Retype every record below exactly as it appears.

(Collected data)
========
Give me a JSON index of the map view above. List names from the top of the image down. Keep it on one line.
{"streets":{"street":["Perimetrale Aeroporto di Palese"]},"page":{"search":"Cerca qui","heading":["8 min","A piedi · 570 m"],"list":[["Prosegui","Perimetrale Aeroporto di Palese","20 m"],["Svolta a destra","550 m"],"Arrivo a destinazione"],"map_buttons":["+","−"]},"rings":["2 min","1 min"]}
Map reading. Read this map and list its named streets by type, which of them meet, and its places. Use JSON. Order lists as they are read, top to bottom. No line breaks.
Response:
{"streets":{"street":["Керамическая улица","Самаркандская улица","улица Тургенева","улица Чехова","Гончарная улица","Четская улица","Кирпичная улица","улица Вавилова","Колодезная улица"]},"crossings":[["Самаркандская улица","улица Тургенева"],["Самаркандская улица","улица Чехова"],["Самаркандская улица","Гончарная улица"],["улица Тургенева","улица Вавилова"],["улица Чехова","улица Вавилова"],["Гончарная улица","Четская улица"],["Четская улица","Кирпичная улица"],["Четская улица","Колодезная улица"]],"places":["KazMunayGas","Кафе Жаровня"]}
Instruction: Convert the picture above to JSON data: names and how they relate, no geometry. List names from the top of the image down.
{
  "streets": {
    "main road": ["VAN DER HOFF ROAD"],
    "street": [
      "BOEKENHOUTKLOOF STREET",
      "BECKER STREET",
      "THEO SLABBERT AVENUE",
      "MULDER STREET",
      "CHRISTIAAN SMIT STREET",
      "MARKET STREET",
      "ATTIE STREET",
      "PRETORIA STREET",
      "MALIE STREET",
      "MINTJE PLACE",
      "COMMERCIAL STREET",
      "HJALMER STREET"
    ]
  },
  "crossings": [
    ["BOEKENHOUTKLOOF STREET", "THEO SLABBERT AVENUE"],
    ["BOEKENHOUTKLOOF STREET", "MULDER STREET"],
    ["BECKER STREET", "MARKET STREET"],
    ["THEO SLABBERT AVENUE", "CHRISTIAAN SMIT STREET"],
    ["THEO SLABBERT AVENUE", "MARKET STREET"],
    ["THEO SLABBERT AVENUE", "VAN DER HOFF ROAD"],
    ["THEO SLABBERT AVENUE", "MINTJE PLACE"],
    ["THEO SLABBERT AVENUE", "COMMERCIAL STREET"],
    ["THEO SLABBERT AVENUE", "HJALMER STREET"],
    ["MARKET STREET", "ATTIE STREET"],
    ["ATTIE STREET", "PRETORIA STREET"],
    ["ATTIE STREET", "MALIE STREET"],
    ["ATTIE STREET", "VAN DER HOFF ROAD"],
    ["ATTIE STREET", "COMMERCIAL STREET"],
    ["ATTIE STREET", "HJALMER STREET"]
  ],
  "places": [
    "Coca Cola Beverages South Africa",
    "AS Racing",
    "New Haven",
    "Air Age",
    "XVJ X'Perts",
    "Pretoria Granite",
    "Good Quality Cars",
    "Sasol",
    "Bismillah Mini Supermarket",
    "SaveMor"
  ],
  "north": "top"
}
========
▶ OUTPUT:
Give me a JSON index of the map view above. List names from the top of the image down. Keep it on one line.
{"streets":{"street":["Perimetrale Aeroporto di Palese"]},"page":{"search":"Cerca qui","heading":["8 min","A piedi · 570 m"],"list":[["Prosegui","Perimetrale Aeroporto di Palese","20 m"],["Svolta a destra","550 m"],"Arrivo a destinazione"],"map_buttons":["+","−"]},"rings":["2 min","1 min"]}
Map reading. Read this map and list its named streets by type, which of them meet, and its places. Use JSON. Order lists as they are read, top to bottom. No line breaks.
Response:
{"streets":{"street":["Керамическая улица","Самаркандская улица","улица Тургенева","улица Чехова","Гончарная улица","Четская улица","Кирпичная улица","улица Вавилова","Колодезная улица"]},"crossings":[["Самаркандская улица","улица Тургенева"],["Самаркандская улица","улица Чехова"],["Самаркандская улица","Гончарная улица"],["улица Тургенева","улица Вавилова"],["улица Чехова","улица Вавилова"],["Гончарная улица","Четская улица"],["Четская улица","Кирпичная улица"],["Четская улица","Колодезная улица"]],"places":["KazMunayGas","Кафе Жаровня"]}
Instruction: Convert the picture above to JSON data: names and how they relate, no geometry. List names from the top of the image down.
{
  "streets": {
    "main road": ["VAN DER HOFF ROAD"],
    "street": [
      "BOEKENHOUTKLOOF STREET",
      "BECKER STREET",
      "THEO SLABBERT AVENUE",
      "MULDER STREET",
      "CHRISTIAAN SMIT STREET",
      "MARKET STREET",
      "ATTIE STREET",
      "PRETORIA STREET",
      "MALIE STREET",
      "MINTJE PLACE",
      "COMMERCIAL STREET",
      "HJALMER STREET"
    ]
  },
  "crossings": [
    ["BOEKENHOUTKLOOF STREET", "THEO SLABBERT AVENUE"],
    ["BOEKENHOUTKLOOF STREET", "MULDER STREET"],
    ["BECKER STREET", "MARKET STREET"],
    ["THEO SLABBERT AVENUE", "CHRISTIAAN SMIT STREET"],
    ["THEO SLABBERT AVENUE", "MARKET STREET"],
    ["THEO SLABBERT AVENUE", "VAN DER HOFF ROAD"],
    ["THEO SLABBERT AVENUE", "MINTJE PLACE"],
    ["THEO SLABBERT AVENUE", "COMMERCIAL STREET"],
    ["THEO SLABBERT AVENUE", "HJALMER STREET"],
    ["MARKET STREET", "ATTIE STREET"],
    ["ATTIE STREET", "PRETORIA STREET"],
    ["ATTIE STREET", "MALIE STREET"],
    ["ATTIE STREET", "VAN DER HOFF ROAD"],
    ["ATTIE STREET", "COMMERCIAL STREET"],
    ["ATTIE STREET", "HJALMER STREET"]
  ],
  "places": [
    "Coca Cola Beverages South Africa",
    "AS Racing",
    "New Haven",
    "Air Age",
    "XVJ X'Perts",
    "Pretoria Granite",
    "Good Quality Cars",
    "Sasol",
    "Bismillah Mini Supermarket",
    "SaveMor"
  ],
  "north": "top"
}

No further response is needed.